YOUR INSTRUCTIONS — Once you have read the listing, print all of it word for word.

────────

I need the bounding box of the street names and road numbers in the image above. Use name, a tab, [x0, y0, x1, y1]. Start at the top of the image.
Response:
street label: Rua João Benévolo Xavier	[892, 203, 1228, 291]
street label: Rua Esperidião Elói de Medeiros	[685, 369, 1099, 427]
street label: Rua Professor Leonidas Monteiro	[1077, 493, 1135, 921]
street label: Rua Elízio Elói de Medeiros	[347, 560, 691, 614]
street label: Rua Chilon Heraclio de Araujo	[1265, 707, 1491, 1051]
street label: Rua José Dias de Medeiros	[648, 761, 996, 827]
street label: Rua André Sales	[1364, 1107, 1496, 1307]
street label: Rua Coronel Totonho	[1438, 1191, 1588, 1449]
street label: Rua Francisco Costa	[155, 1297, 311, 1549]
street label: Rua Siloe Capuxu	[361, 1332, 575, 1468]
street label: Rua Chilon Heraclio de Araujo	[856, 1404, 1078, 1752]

────────

RESPONSE TO THIS EXERCISE —
I need the bounding box of the street names and road numbers in the image above. Use name, a tab, [x0, y0, x1, y1]. Start at the top of the image.
Response:
street label: Rua João Benévolo Xavier	[892, 203, 1228, 291]
street label: Rua Esperidião Elói de Medeiros	[685, 369, 1099, 427]
street label: Rua Professor Leonidas Monteiro	[1077, 493, 1135, 921]
street label: Rua Elízio Elói de Medeiros	[347, 560, 691, 614]
street label: Rua Chilon Heraclio de Araujo	[1265, 707, 1491, 1051]
street label: Rua José Dias de Medeiros	[648, 761, 996, 827]
street label: Rua André Sales	[1364, 1107, 1496, 1307]
street label: Rua Coronel Totonho	[1438, 1191, 1588, 1449]
street label: Rua Francisco Costa	[155, 1297, 311, 1549]
street label: Rua Siloe Capuxu	[361, 1332, 575, 1468]
street label: Rua Chilon Heraclio de Araujo	[856, 1404, 1078, 1752]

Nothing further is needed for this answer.